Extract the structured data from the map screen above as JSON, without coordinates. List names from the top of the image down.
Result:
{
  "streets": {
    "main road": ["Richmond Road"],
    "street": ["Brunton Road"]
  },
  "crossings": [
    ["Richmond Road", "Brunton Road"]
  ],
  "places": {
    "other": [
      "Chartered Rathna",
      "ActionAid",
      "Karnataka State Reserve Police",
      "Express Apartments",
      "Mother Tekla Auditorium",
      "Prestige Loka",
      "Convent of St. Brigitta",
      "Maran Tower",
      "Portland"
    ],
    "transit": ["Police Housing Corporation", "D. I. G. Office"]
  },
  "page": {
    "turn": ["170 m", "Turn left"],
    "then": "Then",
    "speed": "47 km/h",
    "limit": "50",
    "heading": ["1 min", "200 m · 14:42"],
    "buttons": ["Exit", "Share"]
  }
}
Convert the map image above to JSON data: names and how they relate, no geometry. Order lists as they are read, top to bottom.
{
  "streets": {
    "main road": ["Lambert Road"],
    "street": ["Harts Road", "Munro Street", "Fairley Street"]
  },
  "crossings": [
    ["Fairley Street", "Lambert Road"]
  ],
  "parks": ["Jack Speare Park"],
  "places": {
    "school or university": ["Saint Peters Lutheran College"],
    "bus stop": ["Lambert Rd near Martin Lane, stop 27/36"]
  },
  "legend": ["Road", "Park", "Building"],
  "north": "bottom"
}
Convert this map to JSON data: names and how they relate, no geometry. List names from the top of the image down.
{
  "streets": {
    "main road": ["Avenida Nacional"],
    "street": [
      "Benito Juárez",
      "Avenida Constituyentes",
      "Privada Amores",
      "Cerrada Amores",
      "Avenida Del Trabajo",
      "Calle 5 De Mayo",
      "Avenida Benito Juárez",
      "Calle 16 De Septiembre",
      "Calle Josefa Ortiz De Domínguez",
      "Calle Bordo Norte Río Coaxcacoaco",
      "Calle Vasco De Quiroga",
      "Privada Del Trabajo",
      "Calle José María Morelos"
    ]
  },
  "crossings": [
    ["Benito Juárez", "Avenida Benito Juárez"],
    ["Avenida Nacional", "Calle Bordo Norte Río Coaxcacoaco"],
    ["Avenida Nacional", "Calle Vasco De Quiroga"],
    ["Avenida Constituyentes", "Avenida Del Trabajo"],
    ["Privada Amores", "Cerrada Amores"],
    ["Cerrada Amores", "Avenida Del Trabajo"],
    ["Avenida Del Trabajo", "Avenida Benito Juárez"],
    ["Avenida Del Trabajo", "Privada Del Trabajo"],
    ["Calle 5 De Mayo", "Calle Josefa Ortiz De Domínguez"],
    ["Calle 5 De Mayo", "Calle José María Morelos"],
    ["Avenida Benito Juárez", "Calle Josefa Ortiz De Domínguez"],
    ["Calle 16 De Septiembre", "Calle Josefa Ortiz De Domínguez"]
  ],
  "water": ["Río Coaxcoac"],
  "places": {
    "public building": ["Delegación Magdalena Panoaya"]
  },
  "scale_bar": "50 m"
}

= Exercise directions =
When a line in the material contains the string "geometry", copy that line.

= Solution to this task =
Convert the map image above to JSON data: names and how they relate, no geometry. Order lists as they are read, top to bottom.
Convert this map to JSON data: names and how they relate, no geometry. List names from the top of the image down.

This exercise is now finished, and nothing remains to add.